* _Data records_:
_____
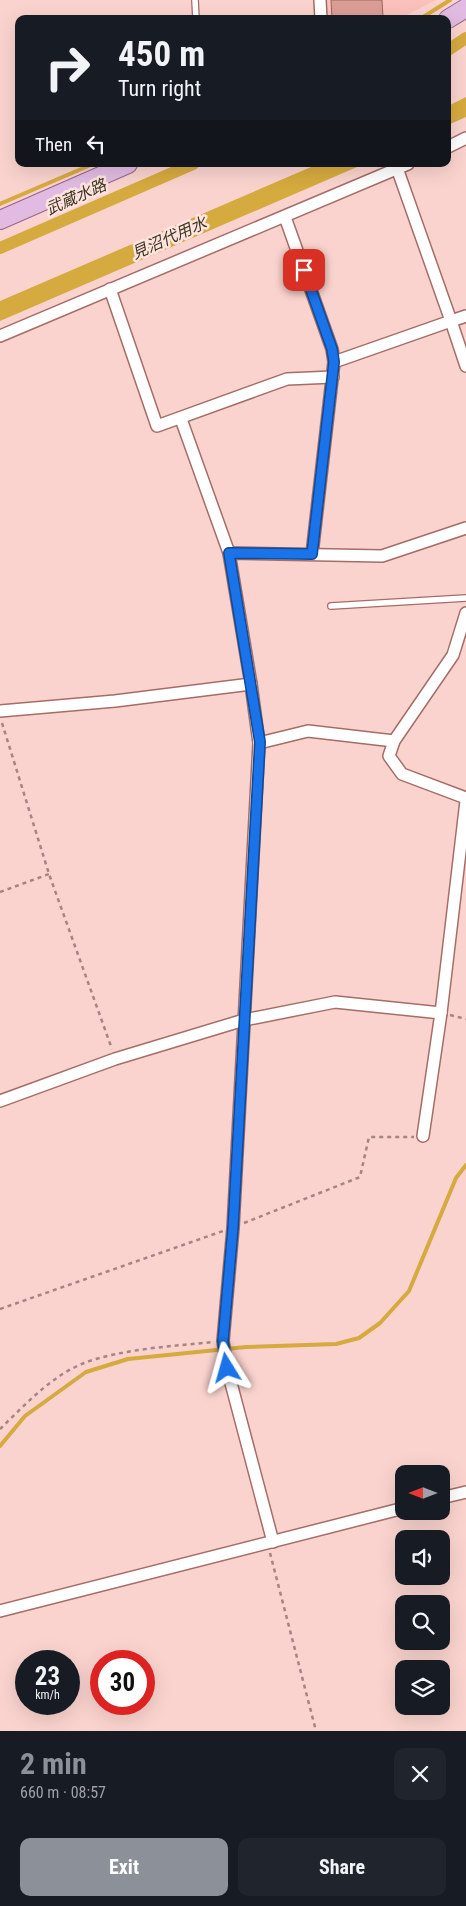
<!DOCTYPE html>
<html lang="en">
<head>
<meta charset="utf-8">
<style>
  :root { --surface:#171b24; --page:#20242c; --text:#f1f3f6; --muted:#9ea1a6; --accent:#8c9099 }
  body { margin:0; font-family:"Roboto Condensed","Noto Sans JP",sans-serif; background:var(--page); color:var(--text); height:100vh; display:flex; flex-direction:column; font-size:19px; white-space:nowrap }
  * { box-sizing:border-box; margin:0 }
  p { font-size:16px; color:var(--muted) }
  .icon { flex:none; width:28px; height:28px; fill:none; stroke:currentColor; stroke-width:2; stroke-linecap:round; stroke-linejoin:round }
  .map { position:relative; height:1731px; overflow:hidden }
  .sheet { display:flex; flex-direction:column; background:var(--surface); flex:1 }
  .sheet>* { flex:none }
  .banner { position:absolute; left:15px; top:15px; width:436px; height:152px; border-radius:10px; box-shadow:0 5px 20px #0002; background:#171b24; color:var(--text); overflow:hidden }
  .needle { width:32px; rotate:270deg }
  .fabs { position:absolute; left:395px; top:1465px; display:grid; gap:10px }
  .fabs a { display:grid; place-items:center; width:55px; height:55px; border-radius:10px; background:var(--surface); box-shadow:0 5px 20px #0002; font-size:25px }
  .speed { position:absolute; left:15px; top:1650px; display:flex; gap:10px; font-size:25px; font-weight:700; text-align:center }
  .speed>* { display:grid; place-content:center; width:65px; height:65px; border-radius:50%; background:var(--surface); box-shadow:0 5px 20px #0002; line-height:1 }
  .speed small { font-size:12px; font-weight:400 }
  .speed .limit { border:8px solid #d22; background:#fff; color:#111 }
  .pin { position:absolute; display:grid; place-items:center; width:42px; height:42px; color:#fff; margin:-21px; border-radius:10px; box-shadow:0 2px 8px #0006 }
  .me { position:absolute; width:55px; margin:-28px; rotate:352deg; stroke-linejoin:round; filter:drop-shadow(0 0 4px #0008) }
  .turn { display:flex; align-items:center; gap:18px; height:105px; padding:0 20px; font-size:22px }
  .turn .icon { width:65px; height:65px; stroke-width:2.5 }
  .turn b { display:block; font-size:35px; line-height:42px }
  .then { display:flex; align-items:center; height:48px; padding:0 20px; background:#0003; gap:10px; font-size:19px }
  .round { display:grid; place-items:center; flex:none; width:52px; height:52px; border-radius:10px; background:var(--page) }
  .headline { display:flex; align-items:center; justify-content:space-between; height:85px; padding:0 20px }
  h1 { font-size:30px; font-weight:700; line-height:38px; color:var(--accent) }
  .action { display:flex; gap:10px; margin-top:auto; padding:10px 20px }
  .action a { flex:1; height:58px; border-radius:10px; background:var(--accent); color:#fff; font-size:20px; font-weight:700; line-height:58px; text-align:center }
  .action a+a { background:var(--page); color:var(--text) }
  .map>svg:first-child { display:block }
</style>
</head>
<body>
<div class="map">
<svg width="466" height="1731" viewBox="0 0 466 1731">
  <rect width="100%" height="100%" fill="#fad3ce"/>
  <path fill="#fbc2bb" d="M326,0H436L399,19H327Z"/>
  <g fill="#d5aa3e">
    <path d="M466,97V117L448,125V106Z"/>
    <path d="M318,164H364L0,321V301Z"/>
  </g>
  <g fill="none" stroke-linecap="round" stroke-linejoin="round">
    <g stroke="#d5aa3e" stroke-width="4">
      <path d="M420,19L450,0"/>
      <path d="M0,204L93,164"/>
      <path d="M0,1446L25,1416L86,1372L128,1359L246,1347L336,1344L359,1338L380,1323L409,1291L456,1178L466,1165"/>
    </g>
    <g stroke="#d5aa3e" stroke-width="12">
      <path d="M448,50L466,38"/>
      <path d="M0,248L193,164"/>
    </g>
  </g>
  <path fill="#da9e97" stroke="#9b645e" d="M331,0H382L383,18L332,19Z"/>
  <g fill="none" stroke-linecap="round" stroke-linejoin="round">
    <defs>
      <g id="lane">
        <path d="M195,0L196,19"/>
        <path d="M331,606L466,598"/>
      </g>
      <g id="street">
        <path d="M320,0L321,19"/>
        <path d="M448,147L466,138"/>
        <path d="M285,217L332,349L334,362L312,554"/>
        <path d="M110,289L157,426L287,379L333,377"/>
        <path d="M466,316L451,321L466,366"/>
        <path d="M0,336L408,164"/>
        <path d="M334,362L451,321L397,168"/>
        <path d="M181,419L229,553"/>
        <path d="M466,613L453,655L394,741L389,756L402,774L466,798"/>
        <path d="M251,684L259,743L233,1228L223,1341L227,1368L273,1542"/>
        <path d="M0,711L115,701L251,684L229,553L382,556L466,528"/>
        <path d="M259,743L308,731L394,741"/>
        <path d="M0,1101L115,1059L244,1020L335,1002L441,1013"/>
        <path d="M423,1136L441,1013L466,801"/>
        <path d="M441,1498L466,1492"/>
        <path d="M0,1611L404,1508"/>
      </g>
      <g id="primary">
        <path d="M448,19L466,8"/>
        <path d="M0,220L128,164"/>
      </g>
    </defs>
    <use href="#lane" stroke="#a56d67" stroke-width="8"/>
    <use href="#street" stroke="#a56d67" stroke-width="14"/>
    <use href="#primary" stroke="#98668f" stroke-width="20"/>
    <g stroke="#a58581" stroke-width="2.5" stroke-dasharray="4 4" stroke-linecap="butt">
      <path d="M2,723L49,874L112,1049"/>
      <path d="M0,892L49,874"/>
      <path d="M450,1015L466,1019"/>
      <path d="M244,1223L360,1177L369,1137H414"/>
      <path d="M0,1309L223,1231"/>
      <path d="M0,1429C25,1405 51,1376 84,1363C121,1349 174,1346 213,1342"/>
      <path d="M270,1553L316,1731"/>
    </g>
    <use href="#lane" stroke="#fff" stroke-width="5.5"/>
    <use href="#street" stroke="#fff" stroke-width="11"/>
    <use href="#primary" stroke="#e1bbe1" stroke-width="18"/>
  </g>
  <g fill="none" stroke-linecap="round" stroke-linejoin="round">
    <defs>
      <path id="route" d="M227,1368L223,1341L233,1228L260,742L229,553L312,554L334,362L332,349L304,270"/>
    </defs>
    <use href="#route" stroke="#114b97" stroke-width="12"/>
    <use href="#route" stroke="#1a73e8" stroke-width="9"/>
  </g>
  <g text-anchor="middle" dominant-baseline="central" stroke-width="5" stroke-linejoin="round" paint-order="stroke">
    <g font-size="16" font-style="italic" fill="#3f351e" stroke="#fee4e0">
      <text transform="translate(76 197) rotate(-24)">武蔵水路</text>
      <text transform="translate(169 238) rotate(-24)">見沼代用水</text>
    </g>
  </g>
</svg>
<div class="fabs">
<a><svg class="needle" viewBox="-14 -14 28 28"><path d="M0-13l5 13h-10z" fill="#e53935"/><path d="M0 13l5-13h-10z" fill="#9ea1a6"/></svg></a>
<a><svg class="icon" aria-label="sound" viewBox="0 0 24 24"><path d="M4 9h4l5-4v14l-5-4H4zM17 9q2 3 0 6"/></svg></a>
<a><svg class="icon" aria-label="search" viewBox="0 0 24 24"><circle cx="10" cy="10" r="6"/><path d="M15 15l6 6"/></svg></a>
<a><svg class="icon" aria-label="layers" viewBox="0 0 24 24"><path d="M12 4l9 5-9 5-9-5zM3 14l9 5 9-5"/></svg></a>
</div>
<div class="speed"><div>23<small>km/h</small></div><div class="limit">30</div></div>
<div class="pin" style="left:304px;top:270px;background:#d93025"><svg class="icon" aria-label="arrive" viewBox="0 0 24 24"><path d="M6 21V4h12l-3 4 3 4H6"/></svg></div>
<svg class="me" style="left:227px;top:1368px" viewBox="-20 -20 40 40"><path d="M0-17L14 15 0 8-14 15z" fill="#1a73e8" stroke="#fff" stroke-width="4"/></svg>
<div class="banner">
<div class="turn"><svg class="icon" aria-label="right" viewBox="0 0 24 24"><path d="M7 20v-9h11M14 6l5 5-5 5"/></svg><div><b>450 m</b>Turn right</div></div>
<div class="then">Then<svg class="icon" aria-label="left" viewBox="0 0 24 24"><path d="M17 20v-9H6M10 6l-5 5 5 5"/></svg></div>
</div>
</div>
<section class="sheet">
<div class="headline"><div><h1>2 min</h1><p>660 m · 08:57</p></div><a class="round"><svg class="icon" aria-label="close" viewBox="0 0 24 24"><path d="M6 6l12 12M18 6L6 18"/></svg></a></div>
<div class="action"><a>Exit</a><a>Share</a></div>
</section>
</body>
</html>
_____
* _How to complete this task_:
Omit the pictures, then repeat exactly each line from the beginning of the listing through the line with "position:relative; height:1731px; overflow:hidden".

* _Answer below_:
<!DOCTYPE html>
<html lang="en">
<head>
<meta charset="utf-8">
<style>
  :root { --surface:#171b24; --page:#20242c; --text:#f1f3f6; --muted:#9ea1a6; --accent:#8c9099 }
  body { margin:0; font-family:"Roboto Condensed","Noto Sans JP",sans-serif; background:var(--page); color:var(--text); height:100vh; display:flex; flex-direction:column; font-size:19px; white-space:nowrap }
  * { box-sizing:border-box; margin:0 }
  p { font-size:16px; color:var(--muted) }
  .icon { flex:none; width:28px; height:28px; fill:none; stroke:currentColor; stroke-width:2; stroke-linecap:round; stroke-linejoin:round }
  .map { position:relative; height:1731px; overflow:hidden }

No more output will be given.